"Pillution"alert ! - Editorial for Challenges by Denis Kessler

Chairman & CEO of SCOR, Denis Kessler publishes an editorial piece in the French weekly Challenges, covering economic, political and financial current events in France and worldwide.

The latest book by Michel Houellebecq is very much of its time. It follows the misadventures of a man taking an anti-depressant – the “serotonin” of the book’s title – to which he becomes fatally addicted, after prescription by the aptly named Dr. Azote (Dr. Nitrogen). The widespread use of painkillers and anti-depressants has become a major economic phenomenon. The pills are proliferating! “Pillution” alert!

 

Consider the situation with opioids in the USA. Since 2007, we have seen a worrying trend, which the US government has described as an “opioid crisis”. The consumption of opioids, whether natural or synthetic, has exploded. The situation is such that, two years ago, Donald Trump asked his government to tackle what he described as “a national emergency”. A budget of $6 billion was made available to deal with this scourge.

 

Opioids is a generic term for a group of painkillers. Most of them are now produced by the pharmaceutical industry and prescribed by doctors.

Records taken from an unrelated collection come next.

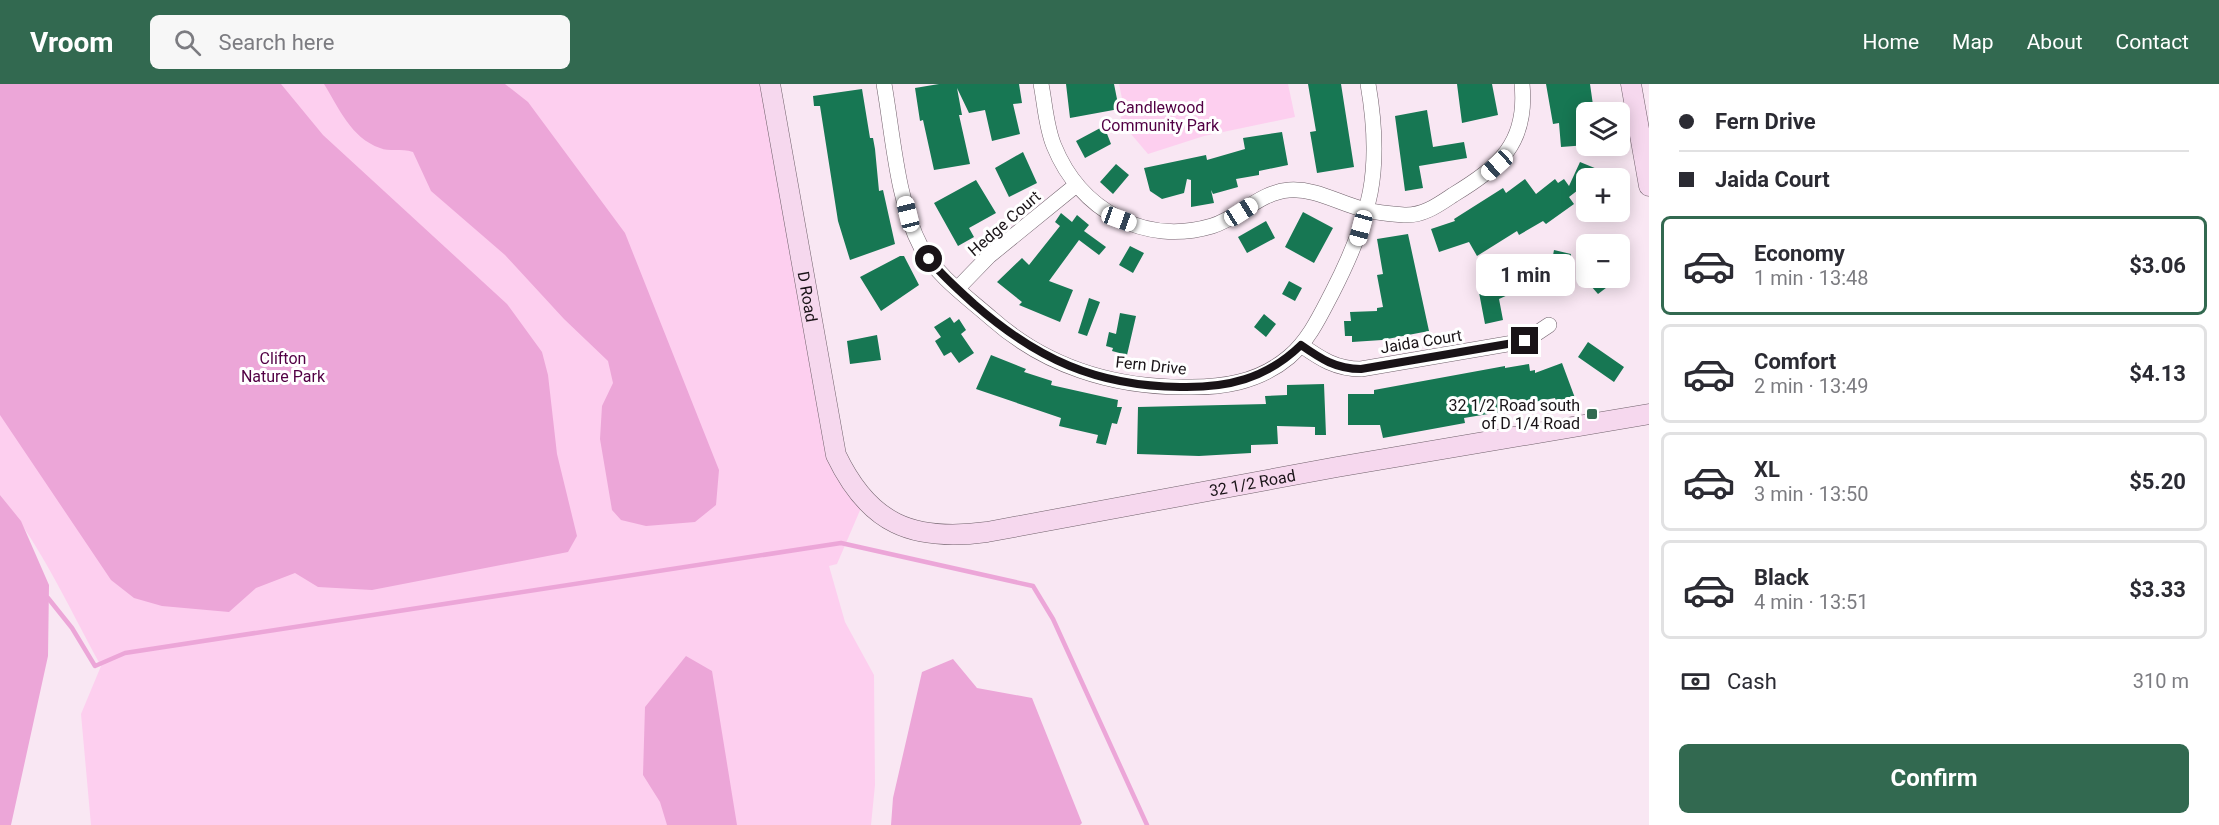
<!DOCTYPE html>
<meta charset="utf-8">
<style>
body{margin:0;font-family:Roboto,sans-serif;background:#f7f7f7;color:#2b2b33;height:100vh;display:flex;flex-direction:column;font-size:22px;white-space:nowrap}
*{box-sizing:border-box;margin:0}
p{font-size:20px;color:#7c7c81}
.icon{flex:none;width:33px;height:33px;fill:none;stroke:currentColor;stroke-width:2;stroke-linecap:round;stroke-linejoin:round}
.map{position:relative;flex:1;overflow:hidden}
.panel{display:flex;flex-direction:column;background:#fff;width:570px}
.panel>*{flex:none}
.banner{display:grid;align-content:center;height:132px;padding:0 30px;background:#fff}
.buttons{position:absolute;left:1576px;top:18px;display:grid;gap:12px}
.buttons a{display:grid;place-items:center;width:54px;height:54px;border-radius:9px;background:#fff;box-shadow:0 3px 15px #0003;font-size:30px}
.end{position:absolute;width:27px;height:27px;margin:-14px;border:8px solid #191317;background:#fff;box-shadow:0 0 0 3px #fff}
.from{border-radius:50%}
.bubble{position:absolute;height:42px;border-radius:9px;background:#fff;box-shadow:0 3px 15px #0003;font-size:20px;font-weight:700;line-height:42px;text-align:center}
.car{position:absolute;width:18px;height:36px;margin:-18px -9px;border-radius:8px;box-shadow:0 0 4px 2px #0007;background:linear-gradient(#fff 24%,#345 0 40%,#fff 0 76%,#345 0 86%,#fff 0)}
.banner b{display:flex;align-items:center;gap:21px;height:57px;font-size:22px}
.banner b+b{border-top:2px solid #e1e1e2}
.banner i{width:15px;height:15px;background:#2b2b33}
ul{padding:0;list-style:none}
li{display:flex;align-items:center;gap:18px;height:99px;margin:0 12px 9px;padding:0 18px;border:3px solid #e1e1e2;border-radius:9px}
li div{flex:1}
li b{display:block;font-size:22px}
li em{font-style:normal;font-weight:700}
li.active{border-color:#326950}
li>.icon{width:54px;height:54px;stroke-width:1.5}
.pay{display:flex;align-items:center;gap:15px;height:66px;padding:0 30px;font-size:22px}
.pay p{margin-inline-start:auto}
.action{display:flex;gap:12px;margin-top:auto;padding:12px 30px}
.action a{flex:1;height:69px;border-radius:9px;background:#326950;color:#fff;font-size:24px;font-weight:700;line-height:69px;text-align:center}
header{display:flex;align-items:center;gap:36px;box-sizing:border-box;height:84px;padding:0 30px;background:#326950;color:#fff}
header strong{font-size:28px}
nav{display:flex;gap:33px;margin-inline-start:auto;font-size:21px}
.search{width:420px;height:54px;background:#f7f7f7;display:flex;align-items:center;gap:15px;box-sizing:border-box;padding:0 21px;border-radius:9px;color:#7c7c81;font-size:22px}
main{display:flex;flex:1;min-height:0}
.map>svg:first-child{display:block}
.green{fill:#fdcfef}
.water{fill:#eca6d8}
.lines{fill:none;stroke-linecap:round;stroke-linejoin:round}
.stream{stroke:#eca6d8;stroke-width:4.5}
.building{fill:#177753}
.street-casing{stroke:#70616b;stroke-width:16}
.secondary-casing{stroke:#70616b;stroke-width:21}
.street{stroke:#fff;stroke-width:15}
.secondary{stroke:#f6d8ee;stroke-width:20}
.route{stroke:#191317;stroke-width:8}
.poi-dot{fill:#326950;stroke:#fff;stroke-width:2}
.labels{text-anchor:middle;stroke-width:6;stroke-linejoin:round;paint-order:stroke}
.park-label{font-size:16px;fill:#520044;stroke:#fff}
.street-label{font-size:16px;fill:#191317;stroke:#fff}
.poi-label{font-size:16px;fill:#191317;stroke:#fff;text-anchor:end}
</style>
<header>
<strong>Vroom</strong>
<div class="search"><svg class="icon" aria-label="search" viewBox="0 0 24 24"><circle cx="10" cy="10" r="6"/><path d="M15 15l6 6"/></svg>Search here</div>
<nav><a>Home</a><a>Map</a><a>About</a><a>Contact</a></nav>
</header>
<main>
<div class="map">
<svg width="1649" height="741" viewBox="0 0 1649 741">
<rect width="100%" height="100%" fill="#f9e7f3"/>
<path class="green" d="M0,0H770L831,347L864,417L837,480L829,482L845,538L874,591L875,701L871,741H91L81,630L101,582C69,524 42,463 0,411Z
M1119,0H1288L1295,33L1204,52L1148,70L1120,37L1124,24Z"/>
<path class="water" d="M0,0H281L323,51L507,220L542,268L548,291L557,370L577,452L568,468L372,506L318,503L295,489L256,504L229,528L162,522L134,514L111,496L0,331Z
M324,0H505L528,18L625,149L719,386L716,421L695,438L646,442L621,436L612,426L600,355L602,322L613,299L608,277L564,235L505,171L431,107L413,68C401,64 389,68 380,64C351,54 339,24 324,0Z
M0,411L21,437L49,501L48,572L11,741H0Z
M686,572L712,587L737,741H667L660,718L643,691L645,623Z
M953,575L977,604L1032,614L1082,739L1080,741H891L893,714L922,588Z"/>
<g class="lines">
<path class="stream" d="M48,514L72,544L95,582L125,569L841,459L1033,502L1053,535L1147,741"/>
</g>
<path class="building" d="M939,0H1019L1022,19L1013,20L1020,50L992,57L985,26L969,29L957,4L962,31H959L970,80L934,86L923,36L920,37L915,4Z
M1066,0H1114L1119,25L1070,34Z
M1308,0H1341L1354,83L1317,89L1310,48L1316,47Z
M1457,0H1492L1498,31L1462,39Z
M1546,0H1590L1594,28H1587V61L1561,63L1559,39L1553,40Z
M862,5L870,54H873L875,65L879,107L883,106L895,160L850,176L838,137L820,22H814L813,12Z
M1427,26L1433,63L1464,58L1467,74L1419,82L1423,104L1405,107L1395,32Z
M1104,42L1111,60L1085,74L1076,57Z
M1282,48L1288,81L1259,87V91L1236,95L1238,103L1213,110L1211,106L1214,119L1191,123V96L1187,95L1184,109L1162,115L1150,107L1144,84L1206,71L1207,76L1245,65L1243,54Z
M1023,68L1037,99L1009,113L995,84Z
M1580,78L1619,94H1587V99L1569,113L1574,120L1546,140L1543,137L1519,151L1517,147L1477,172L1469,158L1439,168L1431,145L1455,137L1454,135L1503,104L1506,109L1525,95L1536,110L1555,95L1558,99L1564,95L1569,102Z
M1116,80L1129,91L1113,110L1100,98Z
M976,96L996,129L969,144L974,153L958,162L934,119Z
M1303,128L1333,144L1314,179L1285,163Z
M1061,129L1072,138L1077,131L1089,141L1084,147L1106,163L1099,171L1079,156L1049,197L1073,206L1060,238L1019,221L1022,218L997,198L1022,174L1029,181L1060,142L1055,138Z
M1266,137L1275,154L1247,169L1238,153Z
M1408,150L1429,247L1382,256L1352,258V252H1345L1344,237H1351L1350,228L1377,227V224L1383,223L1377,191L1383,190L1377,155Z
M1130,162L1144,169L1133,189L1119,181Z
M1554,166L1571,170L1565,204L1542,199L1545,181L1551,182Z
M900,172H904L919,201L881,227L860,193Z
M1520,178L1530,201L1499,215L1503,236L1485,240L1477,198L1506,193L1503,186Z
M1584,194H1619L1598,210Z
M1289,197L1302,204L1295,217L1282,210Z
M1089,214L1100,218L1087,252L1078,249Z
M1120,229L1136,232L1127,271L1112,267L1113,264L1106,262L1109,248L1116,250Z
M1264,230L1276,240L1266,253L1254,243Z
M950,233L954,239L959,235L966,246L961,250L974,269L959,279L951,268L944,272L935,257L941,253L934,243Z
M877,251L881,276L850,280L847,257Z
M1588,258L1624,283L1614,298L1578,273Z
M991,271L1026,285L1024,288L1052,297L1051,301L1118,316L1117,323H1122L1117,340L1112,339L1106,361L1096,359L1098,351L1059,342L1061,334L976,305Z
M1562,279L1575,314L1557,321L1555,314L1512,322V326L1464,334L1465,339L1383,354L1380,341H1348V310H1374V306L1505,282V284L1529,280L1530,287L1535,286V289Z
M1324,300L1326,351H1315V343L1277,342L1278,360L1251,361V369L1199,372L1137,370L1138,323L1266,320L1265,312L1287,311V301Z"/>
<g class="lines">
<defs>
<path id="street" d="M884,0C893,51 897,118 921,163C937,192 967,213 991,234C1045,282 1112,303 1183,303C1221,304 1258,299 1289,273C1309,256 1320,232 1332,209C1371,133 1383,86 1368,0
M1041,0C1045,20 1046,43 1054,62C1080,126 1144,162 1212,142C1239,134 1260,108 1289,106C1318,104 1341,121 1367,126C1378,129 1392,130 1404,131C1423,132 1438,121 1453,111C1499,83 1528,59 1522,0
M957,205L989,172L1075,102
M1301,261C1321,275 1336,285 1361,285L1525,257L1549,241"/>
<g id="secondary">
<path id="s1" d="M770,0L836,371C869,440 912,458 987,448L1337,383L1649,330"/>
<path d="M1631,0L1649,102"/>
</g>
</defs>
<use href="#street" class="street-casing"/>
<use href="#secondary" class="secondary-casing"/>
<use href="#street" class="street"/>
<use href="#secondary" class="secondary"/>
</g>
<g class="lines">
<path class="route" d="M929,175C942,192 959,206 974,220C1037,275 1096,302 1180,303C1227,304 1266,295 1301,261C1321,275 1336,285 1361,285L1525,257"/>
</g>
<rect class="poi-dot" x="1586" y="324" width="12" height="12" rx="3"/>
<g class="labels">
<g class="park-label">
<text x="1160" y="29">Candlewood<tspan x="1160" dy="18">Community Park</tspan></text>
<text x="283" y="280">Clifton<tspan x="283" dy="18">Nature Park</tspan></text>
</g>
<g class="street-label">
<text transform="translate(1004 139) rotate(-41)" y="6">Hedge Court</text>
<text dy="6" stroke="none"><textPath href="#s1" startOffset="216">D Road</textPath></text>
<text transform="translate(1421 257) rotate(-9)" y="6">Jaida Court</text>
<text transform="translate(1151 281) rotate(6)" y="6">Fern Drive</text>
<text dy="6" stroke="none"><textPath href="#s1" startOffset="832">32 1/2 Road</textPath></text>
</g>
<g class="poi-label">
<text x="1580" y="327">32 1/2 Road south<tspan x="1580" dy="18">of D 1/4 Road</tspan></text>
</g>
</g>
</svg>
<div class="buttons">
<a><svg class="icon" aria-label="layers" viewBox="0 0 24 24"><path d="M12 4l9 5-9 5-9-5zM3 14l9 5 9-5"/></svg></a>
<a>+</a>
<a>−</a>
</div>
<i class="end from" style="left:929px;top:175px"></i>
<i class="end" style="left:1525px;top:257px"></i>
<div class="bubble" style="left:1476px;top:170px;width:99px">1 min</div>
<i class="car" style="left:1497px;top:81px;rotate:228deg"></i>
<i class="car" style="left:1241px;top:128px;rotate:58deg"></i>
<i class="car" style="left:908px;top:130px;rotate:346deg"></i>
<i class="car" style="left:1119px;top:135px;rotate:110deg"></i>
<i class="car" style="left:1361px;top:144px;rotate:195deg"></i>
</div>
<section class="panel">
<div class="banner">
<b><i class="from"></i>Fern Drive</b>
<b><i></i>Jaida Court</b>
</div>
<ul>
<li class="active"><svg class="icon" aria-label="car" viewBox="0 0 24 24"><path d="M5 17H2v-5l4-1 3-4h7l3 4 3 1v5h-3M9 17h6M6 11h13"/><circle cx="7" cy="17" r="2"/><circle cx="17" cy="17" r="2"/></svg><div><b>Economy</b><p>1 min · 13:48</p></div><em>$3.06</em></li>
<li><svg class="icon" aria-label="car" viewBox="0 0 24 24"><path d="M5 17H2v-5l4-1 3-4h7l3 4 3 1v5h-3M9 17h6M6 11h13"/><circle cx="7" cy="17" r="2"/><circle cx="17" cy="17" r="2"/></svg><div><b>Comfort</b><p>2 min · 13:49</p></div><em>$4.13</em></li>
<li><svg class="icon" aria-label="car" viewBox="0 0 24 24"><path d="M5 17H2v-5l4-1 3-4h7l3 4 3 1v5h-3M9 17h6M6 11h13"/><circle cx="7" cy="17" r="2"/><circle cx="17" cy="17" r="2"/></svg><div><b>XL</b><p>3 min · 13:50</p></div><em>$5.20</em></li>
<li><svg class="icon" aria-label="car" viewBox="0 0 24 24"><path d="M5 17H2v-5l4-1 3-4h7l3 4 3 1v5h-3M9 17h6M6 11h13"/><circle cx="7" cy="17" r="2"/><circle cx="17" cy="17" r="2"/></svg><div><b>Black</b><p>4 min · 13:51</p></div><em>$3.33</em></li>
</ul>
<div class="pay"><svg class="icon" aria-label="cash" viewBox="0 0 24 24"><path d="M3 7h18v10H3z"/><circle cx="12" cy="12" r="2"/></svg>Cash<p>310 m</p></div>
<div class="action"><a>Confirm</a></div>
</section>
</main>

But there is also a huge black market, where synthetic opioids of variable quality are freely available. And the consumption of natural opioids – opium and heroin – continues to rise. The share of the population using these substances has risen sharply over the past ten years, notably amongst adults and particularly in the most vulnerable sections of society.

 

Dependency on these substances has increased significantly. Two million Americans have become dependent on opioids. Tackling this dependency is proving particularly difficult and costly.

 

The USA accounts for 80% of global opioid consumption. Strikingly, Germany has also been affected by the phenomenon. The impact on France has been less serious... so far.

 

The consequences of this opioid crisis are devastating: marked deterioration in health, behavioral difficulties, higher mortality, rising suicide rates. The chances of dying from an opioid overdose are now greater than those of dying in a car accident. We are also seeing opioid use feeding through into an increase in insurance claims – for car accidents and accidents at work – that is hard to quantify. The overall effect has contributed to the first fall in life expectancy in the USA since the flu epidemic of 1918! It has declined by three months in three years, falling from 78.9 years in 2014 to 78.6 years by 2017 (in France it is 82.4 years).

 

A report by the US Council of Economic Advisers, published in November 2017, estimated that the societal cost of the opioid crisis amounted to around $504 billion in 2015, with overall estimates ranging from a low of $294 billion to a high of $622 billion - significantly higher figures than any previous estimates. The relentlessly rising cost of treatment for over-consumption of opioids is partly borne by states and local authorities, through the public healthcare system. These bodies are now turning against pharmaceutical groups and other actors in the medical chain: 1,600 lawsuits have already been filed. The quest to hold opioid producers, distributors and prescribers accountable is in full flow. Court cases will multiply, and payouts will increase.

 

What a paradox! Our civilization is managing to turn progress – a means of treating pain, suffering and depression – into a problem with particularly negative individual and social consequences. As the pharmacopoeia becomes more abundant, our civilization suffers an ever-deeper malaise.

 

Is there a link between the financial crisis and the painkiller crisis? It is hard to say for certain, although it is worth noting that the term “depression” is used in both economics and psychology. Similarly, the term “recovery” is used in both fields. In both cases there is an asymmetry between the ease with which anti-depressive solutions can be prescribed and used – mass recourse to opioids in medicine and to public debt and expansionary monetary policy in economics – and the difficulties inherent in stopping the treatment. Withdrawal is extraordinarily difficult. In both cases, the prescribers believe that they are doing good.

 

But the priority given to short-term interests over long-term ones, and the consequent prolonged dependency, are dangerous. Addiction ensues and tolerance of the ‘drug’ increases. The current situation in the world bears witness to this. Debt and low interest rates have become the opium of the people!